Symptoms: known as “silent epidemic” because three quarters of the women and half of the men with the disease have no symptoms. Some possible signs include discharge from the penis or vagina and a burning sensation when urinating. Also, lower abdominal pain or pain during intercourse and bleeding between menstrual periods.

Testing: Are universally available. One involves collecting a small amount of fluid from an infected site.

Treatment: Antibiotics. Azithromycin or doxycycline is the most commonly used.

Prevention: Limiting the number of your sex partners, use condoms, and if you think you are infected, avoid any sexual contact and visit a local STD clinic, hospital, or doctor.


Gonorrhea is a commonly sexually transmitted disease (STD). Approximately 1 million American men and women contract gonorrhea each year.

Symptoms: Discharge from the penis or vagina, the need to urinate often, burning or pain when urinating, and in women bleeding between monthly periods. About half of the women with gonorrhea have no symptoms.

Testing:Sample of the fluid from the penis or vagina for lab evaluation.

Treatment:Antibiotics. Ciprofloxacin, ofloxacin, cefixime, ceftriaxone, and most recently azithromycin. Incomplete or ineffective treatment can result in serious problems such as chronic lower abdominal pain, sterility, tubal pregnancy, and painful joints.

Prevention:Limit the number of your sex partners, use condoms, and if infected avoid any sexual contact. Make sure both partners are treated.


Genital warts: Growth that appear on the skin around your vagina or rectum. They may be very large and look and feels like small cauliflower. They are a sexually transmitted disease. Human papilloma virus, or HPV, causes warts. There are over 100 kinds of HPV. About half of all people in the United States have one of the types of the HPV. For most people, HPV and the warts it causes are not a problem.
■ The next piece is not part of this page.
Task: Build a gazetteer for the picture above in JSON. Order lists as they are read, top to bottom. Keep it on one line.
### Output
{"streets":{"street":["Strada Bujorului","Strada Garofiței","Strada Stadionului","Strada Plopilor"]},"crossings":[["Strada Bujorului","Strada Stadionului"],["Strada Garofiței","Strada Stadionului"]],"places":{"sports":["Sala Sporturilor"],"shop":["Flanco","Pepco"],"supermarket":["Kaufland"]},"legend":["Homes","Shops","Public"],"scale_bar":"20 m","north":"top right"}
These kinds of HPV may cause cancer of the cervix. If you have annual Pap tests, you can find out if you have HPV. If you have one of the kinds of HPV that can cause cancer, your physician will recommend further testing and treatment.

Treatment: Creams to use at night for several weeks, acid removal or laser removal.
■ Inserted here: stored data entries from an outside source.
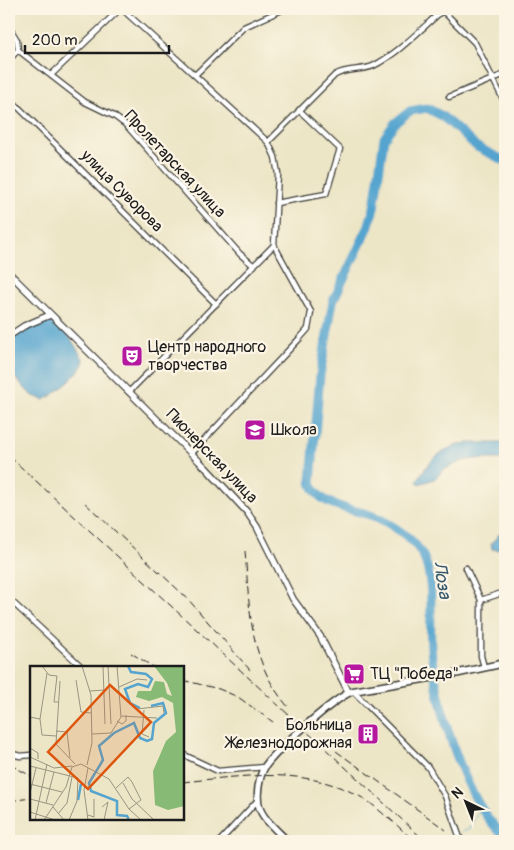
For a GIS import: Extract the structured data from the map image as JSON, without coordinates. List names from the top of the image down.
{
  "streets": {
    "street": ["Пролетарская улица", "улица Суворова", "Пионерская улица"]
  },
  "water": ["Лоза"],
  "places": {
    "theatre": ["Центр народного творчества"],
    "school or university": ["Школа"],
    "supermarket": ["ТЦ \"Победа\""],
    "building": ["Больница Железнодорожная"]
  },
  "scale_bar": "200 m",
  "north": "top left"
}
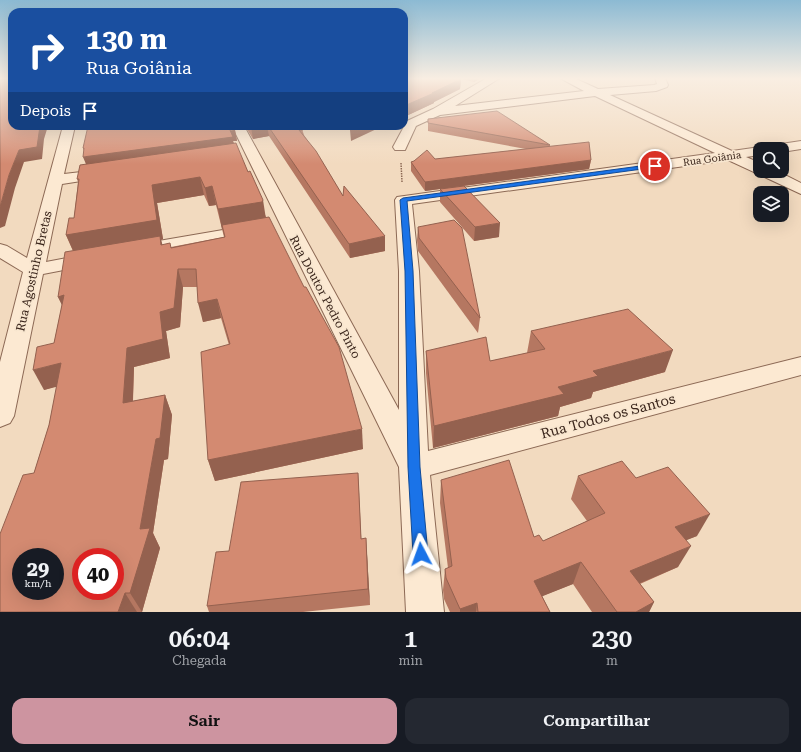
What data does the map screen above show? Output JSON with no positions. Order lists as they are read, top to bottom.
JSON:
{
  "streets": {
    "street": [
      "Rua Goiânia",
      "Rua Agostinho Bretas",
      "Rua Doutor Pedro Pinto",
      "Rua Todos os Santos"
    ]
  },
  "crossings": [
    ["Rua Doutor Pedro Pinto", "Rua Todos os Santos"]
  ],
  "page": {
    "turn": ["130 m", "Rua Goiânia"],
    "then": "Depois",
    "speed": "29 km/h",
    "limit": "40",
    "eta": [
      "06:04",
      "Chegada",
      "1",
      "min",
      "230",
      "m"
    ],
    "buttons": ["Sair", "Compartilhar"]
  }
}
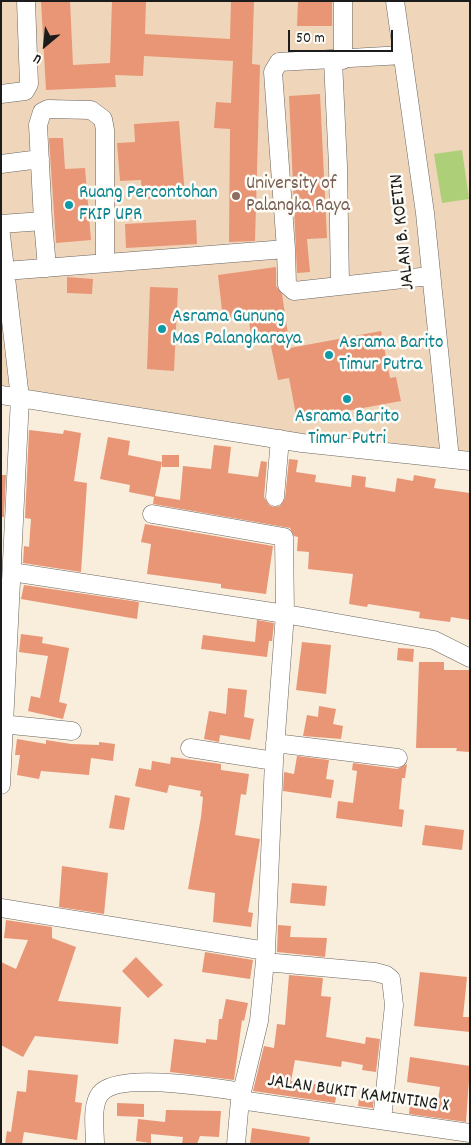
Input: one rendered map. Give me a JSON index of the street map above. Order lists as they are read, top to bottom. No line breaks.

Prevention: Limit the number of sex partners. Use a condom.

Prevention of cancer: Pap tests can find early signs of abnormal cell before the cancer appears. Pap tests/HPV should be done yearly in any women with history of abnormal PAP’s > 30 years of age. Also women who smoke should stop.


Trichomoniasis: Commonly sexually transmitted disease (STD) caused with a flagellated protozoan, trichomonas vaginalis.
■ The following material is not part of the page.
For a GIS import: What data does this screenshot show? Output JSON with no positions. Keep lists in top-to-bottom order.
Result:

Symptoms: Itching, burning, vaginal or vulval redness, vaginal discharge, painful urination, discomfort during sexual intercourse, and abdominal pain. Symptoms tend to worsen after menstruation.

Testing: Sample of secretions from penis or vagina.

Treatment: Antibiotics, single dose of metronidazole (Flagyl)

Prevention:Using condoms and knowing your partner’s sexual history. Trichomania can survive on infected objects such as sheets and towels. Male partners should be treated even though almost always asymptomatic.


Syphilis: Serious disease that can be debilitating and even results in death if untreated. There’s an estimate of 120,000 new cases of syphilis in the United States each year.

Symptoms: There are three stages. First stage is a painless sore vagina or penis (10-90 days after sexual contact with an infected person). The second stage occurs from 3 weeks to 3 months after the primary stage and includes flu-like symptoms and possible hair loss. Some people experience a rash on the palms of the hands and soles of the feet. Tertiary syphilis can appear 3 to 10 years or more after the first and second stages, which include skin lesions, mental deterioration, loss of balance and vision, loss of sensation, shooting pains in the legs, and heart disease.

Testing:Simple blood test.

Treatment: Antibiotics, most common are penicillin injections.

Prevention: Limit the number of your sex partners, use condoms.